Traduction par Pierre Bühler

Friedrich DÜRRENMATT

Traduit de l’allemand par Pierre Bühler. « Über Rosalie de Constant » (1961), in : Friedrich Dürrenmatt, Werkausgabe in siebenunddreissig Bänden, tome 32 : Literatur und Kunst. Essays, Gedichte und Reden, Zurich, Diogenes Verlag, 1998, p. 160-163 ; © 1986 Diogenes Verlag AG Zürich. – Pour faciliter la lecture, le traducteur a introduit des alinéas.

Rosalie de Constant1 était une petite femme bossue, qui avait déménagé avec sa famille de Genève à Lausanne, à la Chablière, et qui dirigeait le ménage. Elle jouait du clavecin et de la mandoline, composait même. Parallèlement, elle entretenait une correspondance intense avec Bernardin de Saint-Pierre, naturaliste et ami de Rousseau. Mais elle écrivait souvent aussi à la brebis galeuse de la famille, son frère Charles « le Chinois », un malchanceux qui avait connu bien des déboires dans les affaires et en Chine, jusqu’à ce qu’enfin, après un long procès avec l’amirauté anglaise, il épouse une fille de banquier genevois. Tout cela ne mériterait plus guère d’être mentionné. Mais en 1790, Rosalie de Constant commença le travail à son herbier. Naquirent alors les premières aquarelles d’une œuvre qui comportera finalement 1 251 planches dont elle collectionnait elle-même les modèles dans son environnement proche ou lointain.

Une année auparavant avait commencé la Révolution française, cette puissante tentative de transformer les relations entre les humains. Plus tard, tandis que la demoiselle dessinait et peignait, Robespierre faisait rouler des têtes, Napoléon chamboulait l’Europe, montait en gloire, puis s’effaçait à nouveau, et on essayait de restaurer et de rénover.

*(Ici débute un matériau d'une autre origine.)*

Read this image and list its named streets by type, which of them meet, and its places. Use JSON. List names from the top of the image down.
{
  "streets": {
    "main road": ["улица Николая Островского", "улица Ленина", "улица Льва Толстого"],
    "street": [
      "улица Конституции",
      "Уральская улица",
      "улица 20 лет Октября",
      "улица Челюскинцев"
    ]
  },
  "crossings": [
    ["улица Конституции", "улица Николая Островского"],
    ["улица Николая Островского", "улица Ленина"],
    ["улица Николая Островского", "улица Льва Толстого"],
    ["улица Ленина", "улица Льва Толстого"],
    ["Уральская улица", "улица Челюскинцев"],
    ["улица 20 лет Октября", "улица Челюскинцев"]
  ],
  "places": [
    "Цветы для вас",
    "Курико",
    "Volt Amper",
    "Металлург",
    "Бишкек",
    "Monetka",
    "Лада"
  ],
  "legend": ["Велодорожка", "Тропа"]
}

Entre les deux entreprises inégales, la paisible de la Romande et la sanglante de l’histoire mondiale, il semble ne pas y avoir de liens. À moins que l’on ne voie dans cette peinture passionnée des plantes une fuite hors du temps dans les régions pures et indolores de la flore. Possible. Mais toute fuite hors du temps est illusoire : nous ne tenons pas le temps, c’est lui qui nous tient. Quoi que nous entreprenions, le temps agit par nous, s’exprime à travers nous. Les voies sont diverses, mais les impulsions les mêmes. Chaque époque se développe à partir de son passé, progressivement et de manière imperceptible, traîne encore longtemps avec soi le poids du passé, les erreurs et préjugés des prédécesseurs, qu’elle mélange avec le nouveau.

L’humanité pense avec plusieurs têtes. Les résultats auxquels elle parvient ne sont jamais univoques, ni d’ailleurs uniformes, mais variés, contradictoires. Tout se tient. Aussi bien la Révolution française que l’herbier de la Genevoise ont leurs racines dans les Lumières. Pour les deux, Rousseau est important : il n’a pas seulement écrit le Contrat social, mais a lui-même herborisé, et ses Lettres originaires sur la botanique ont joué un rôle décisif pour Rosalie de Constant. Les Lumières ont conduit à la révolution et à l’évolution, à des mesures violentes et à des plans d’éducation, à Marat et à Pestalozzi. Chaque temps est paradoxal, engendre ses monstres et ses saints, fait croître des pousses sauvages et des floraisons secrètes, révèle de l’absurde et du gracieux.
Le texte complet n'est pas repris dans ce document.